Exactly as written, copy the lines that run from the start of the data below to the line containing "background:var(--page); color:var(--text); height:100vh;", both ends included.
Start of Record excerpts
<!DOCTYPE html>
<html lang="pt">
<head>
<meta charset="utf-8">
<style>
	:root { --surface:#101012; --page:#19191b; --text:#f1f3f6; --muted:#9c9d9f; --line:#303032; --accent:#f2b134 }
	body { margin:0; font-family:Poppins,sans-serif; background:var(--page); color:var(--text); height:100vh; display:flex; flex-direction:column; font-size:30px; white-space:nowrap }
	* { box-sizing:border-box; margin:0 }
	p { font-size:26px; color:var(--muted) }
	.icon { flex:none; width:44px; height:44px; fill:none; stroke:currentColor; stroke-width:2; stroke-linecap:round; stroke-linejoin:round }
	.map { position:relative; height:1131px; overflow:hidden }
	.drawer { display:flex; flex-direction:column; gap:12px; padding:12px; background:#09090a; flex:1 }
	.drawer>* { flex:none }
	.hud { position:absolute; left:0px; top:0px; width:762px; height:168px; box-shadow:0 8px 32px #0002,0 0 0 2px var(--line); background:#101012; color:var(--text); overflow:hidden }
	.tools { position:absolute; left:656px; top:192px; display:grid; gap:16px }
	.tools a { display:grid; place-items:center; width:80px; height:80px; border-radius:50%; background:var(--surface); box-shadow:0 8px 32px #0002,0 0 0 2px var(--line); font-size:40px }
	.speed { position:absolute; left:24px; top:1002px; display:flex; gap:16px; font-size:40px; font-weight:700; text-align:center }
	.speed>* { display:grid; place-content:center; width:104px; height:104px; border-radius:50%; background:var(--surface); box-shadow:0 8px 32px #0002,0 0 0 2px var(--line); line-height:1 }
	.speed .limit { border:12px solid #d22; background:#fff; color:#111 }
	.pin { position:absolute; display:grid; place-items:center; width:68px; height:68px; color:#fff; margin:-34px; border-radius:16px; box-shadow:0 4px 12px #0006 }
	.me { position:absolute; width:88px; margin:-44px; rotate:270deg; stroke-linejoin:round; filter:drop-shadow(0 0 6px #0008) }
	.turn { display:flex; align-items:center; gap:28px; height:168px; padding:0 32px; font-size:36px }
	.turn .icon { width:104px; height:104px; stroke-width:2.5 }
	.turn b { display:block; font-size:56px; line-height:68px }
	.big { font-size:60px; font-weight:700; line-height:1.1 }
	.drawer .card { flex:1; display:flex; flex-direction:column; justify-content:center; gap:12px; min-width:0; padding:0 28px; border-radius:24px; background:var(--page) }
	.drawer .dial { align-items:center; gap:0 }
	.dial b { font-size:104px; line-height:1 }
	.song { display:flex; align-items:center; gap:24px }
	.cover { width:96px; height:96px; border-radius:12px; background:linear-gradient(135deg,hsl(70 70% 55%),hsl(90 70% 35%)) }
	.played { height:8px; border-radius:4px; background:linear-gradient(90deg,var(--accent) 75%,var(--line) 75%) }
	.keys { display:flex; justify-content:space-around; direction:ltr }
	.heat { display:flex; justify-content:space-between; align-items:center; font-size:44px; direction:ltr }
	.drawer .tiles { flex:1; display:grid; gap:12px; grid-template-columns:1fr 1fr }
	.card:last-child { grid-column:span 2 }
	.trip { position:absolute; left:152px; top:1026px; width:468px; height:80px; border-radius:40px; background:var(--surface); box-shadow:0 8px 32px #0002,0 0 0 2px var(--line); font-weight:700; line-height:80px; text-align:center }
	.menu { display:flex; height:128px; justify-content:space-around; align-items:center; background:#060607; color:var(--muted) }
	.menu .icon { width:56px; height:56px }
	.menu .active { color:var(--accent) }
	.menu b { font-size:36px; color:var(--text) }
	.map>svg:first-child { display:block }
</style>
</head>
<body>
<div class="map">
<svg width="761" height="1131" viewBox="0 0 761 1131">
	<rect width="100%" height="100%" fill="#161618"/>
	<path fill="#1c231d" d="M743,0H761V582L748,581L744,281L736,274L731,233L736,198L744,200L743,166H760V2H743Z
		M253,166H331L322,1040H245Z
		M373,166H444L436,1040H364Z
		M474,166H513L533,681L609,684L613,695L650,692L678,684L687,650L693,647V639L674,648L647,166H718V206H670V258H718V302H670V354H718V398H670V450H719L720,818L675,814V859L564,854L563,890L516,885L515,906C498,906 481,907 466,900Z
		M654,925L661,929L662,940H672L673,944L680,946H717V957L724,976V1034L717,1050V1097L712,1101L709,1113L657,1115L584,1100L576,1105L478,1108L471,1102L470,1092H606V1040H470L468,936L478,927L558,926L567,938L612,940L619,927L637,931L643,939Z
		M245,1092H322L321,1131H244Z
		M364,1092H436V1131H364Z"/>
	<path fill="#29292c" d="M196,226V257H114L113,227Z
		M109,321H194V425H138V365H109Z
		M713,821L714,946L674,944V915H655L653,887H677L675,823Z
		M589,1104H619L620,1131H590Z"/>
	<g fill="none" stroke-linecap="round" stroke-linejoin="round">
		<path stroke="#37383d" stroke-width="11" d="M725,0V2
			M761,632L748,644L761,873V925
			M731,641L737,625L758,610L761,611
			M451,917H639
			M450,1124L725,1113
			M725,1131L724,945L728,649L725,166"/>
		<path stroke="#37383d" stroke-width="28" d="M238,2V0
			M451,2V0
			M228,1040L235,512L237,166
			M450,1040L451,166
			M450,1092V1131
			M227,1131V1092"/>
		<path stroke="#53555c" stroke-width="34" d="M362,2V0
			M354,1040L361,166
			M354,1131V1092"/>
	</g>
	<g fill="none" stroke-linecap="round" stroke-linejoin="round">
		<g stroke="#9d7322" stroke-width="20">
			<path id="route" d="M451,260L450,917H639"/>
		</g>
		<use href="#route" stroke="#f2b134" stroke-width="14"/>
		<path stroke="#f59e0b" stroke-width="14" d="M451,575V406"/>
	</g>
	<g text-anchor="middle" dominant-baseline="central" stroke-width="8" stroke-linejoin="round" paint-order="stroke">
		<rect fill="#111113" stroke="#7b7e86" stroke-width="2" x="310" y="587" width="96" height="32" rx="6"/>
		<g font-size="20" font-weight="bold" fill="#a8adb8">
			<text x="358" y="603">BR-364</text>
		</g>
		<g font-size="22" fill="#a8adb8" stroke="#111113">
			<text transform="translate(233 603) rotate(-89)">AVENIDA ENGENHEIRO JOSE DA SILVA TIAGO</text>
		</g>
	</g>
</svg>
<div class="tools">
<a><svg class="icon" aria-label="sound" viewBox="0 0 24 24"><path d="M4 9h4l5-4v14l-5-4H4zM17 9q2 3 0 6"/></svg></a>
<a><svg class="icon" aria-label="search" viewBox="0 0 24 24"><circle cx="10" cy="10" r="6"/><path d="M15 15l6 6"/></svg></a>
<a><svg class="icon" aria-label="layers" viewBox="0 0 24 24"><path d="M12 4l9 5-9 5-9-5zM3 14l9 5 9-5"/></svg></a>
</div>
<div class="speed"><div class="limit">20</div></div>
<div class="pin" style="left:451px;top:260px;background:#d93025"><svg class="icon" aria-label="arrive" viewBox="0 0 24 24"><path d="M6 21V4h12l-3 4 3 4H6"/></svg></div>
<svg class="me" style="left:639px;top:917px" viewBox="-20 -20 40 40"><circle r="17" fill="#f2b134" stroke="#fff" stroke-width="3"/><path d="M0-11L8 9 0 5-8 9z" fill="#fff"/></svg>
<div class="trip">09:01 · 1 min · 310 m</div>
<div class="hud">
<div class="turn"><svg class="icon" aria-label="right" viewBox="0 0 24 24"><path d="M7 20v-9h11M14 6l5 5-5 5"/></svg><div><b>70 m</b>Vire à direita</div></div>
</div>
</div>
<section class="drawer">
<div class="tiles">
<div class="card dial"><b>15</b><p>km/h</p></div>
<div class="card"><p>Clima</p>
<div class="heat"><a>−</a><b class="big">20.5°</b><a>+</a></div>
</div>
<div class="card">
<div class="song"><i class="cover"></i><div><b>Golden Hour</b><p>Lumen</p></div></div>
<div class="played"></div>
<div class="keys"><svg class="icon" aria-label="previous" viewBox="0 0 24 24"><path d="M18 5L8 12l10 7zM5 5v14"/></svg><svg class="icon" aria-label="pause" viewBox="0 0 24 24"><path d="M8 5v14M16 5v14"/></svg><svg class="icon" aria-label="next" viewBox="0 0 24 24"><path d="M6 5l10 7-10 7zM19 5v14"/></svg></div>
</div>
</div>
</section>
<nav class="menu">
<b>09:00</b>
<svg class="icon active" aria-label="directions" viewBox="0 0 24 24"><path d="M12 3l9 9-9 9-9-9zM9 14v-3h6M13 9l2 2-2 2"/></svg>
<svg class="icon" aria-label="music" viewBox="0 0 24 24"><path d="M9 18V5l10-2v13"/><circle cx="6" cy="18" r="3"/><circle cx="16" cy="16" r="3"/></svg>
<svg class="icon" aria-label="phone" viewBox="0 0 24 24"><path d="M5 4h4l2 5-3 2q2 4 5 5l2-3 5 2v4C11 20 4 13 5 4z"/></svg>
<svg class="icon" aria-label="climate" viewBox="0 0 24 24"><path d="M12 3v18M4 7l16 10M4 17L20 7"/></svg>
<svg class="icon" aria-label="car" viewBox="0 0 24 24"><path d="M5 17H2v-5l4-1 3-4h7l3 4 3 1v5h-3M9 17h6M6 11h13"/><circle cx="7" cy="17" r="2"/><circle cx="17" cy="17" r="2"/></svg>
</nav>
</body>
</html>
End of Record excerpts
## Written answer
<!DOCTYPE html>
<html lang="pt">
<head>
<meta charset="utf-8">
<style>
	:root { --surface:#101012; --page:#19191b; --text:#f1f3f6; --muted:#9c9d9f; --line:#303032; --accent:#f2b134 }
	body { margin:0; font-family:Poppins,sans-serif; background:var(--page); color:var(--text); height:100vh; display:flex; flex-direction:column; font-size:30px; white-space:nowrap }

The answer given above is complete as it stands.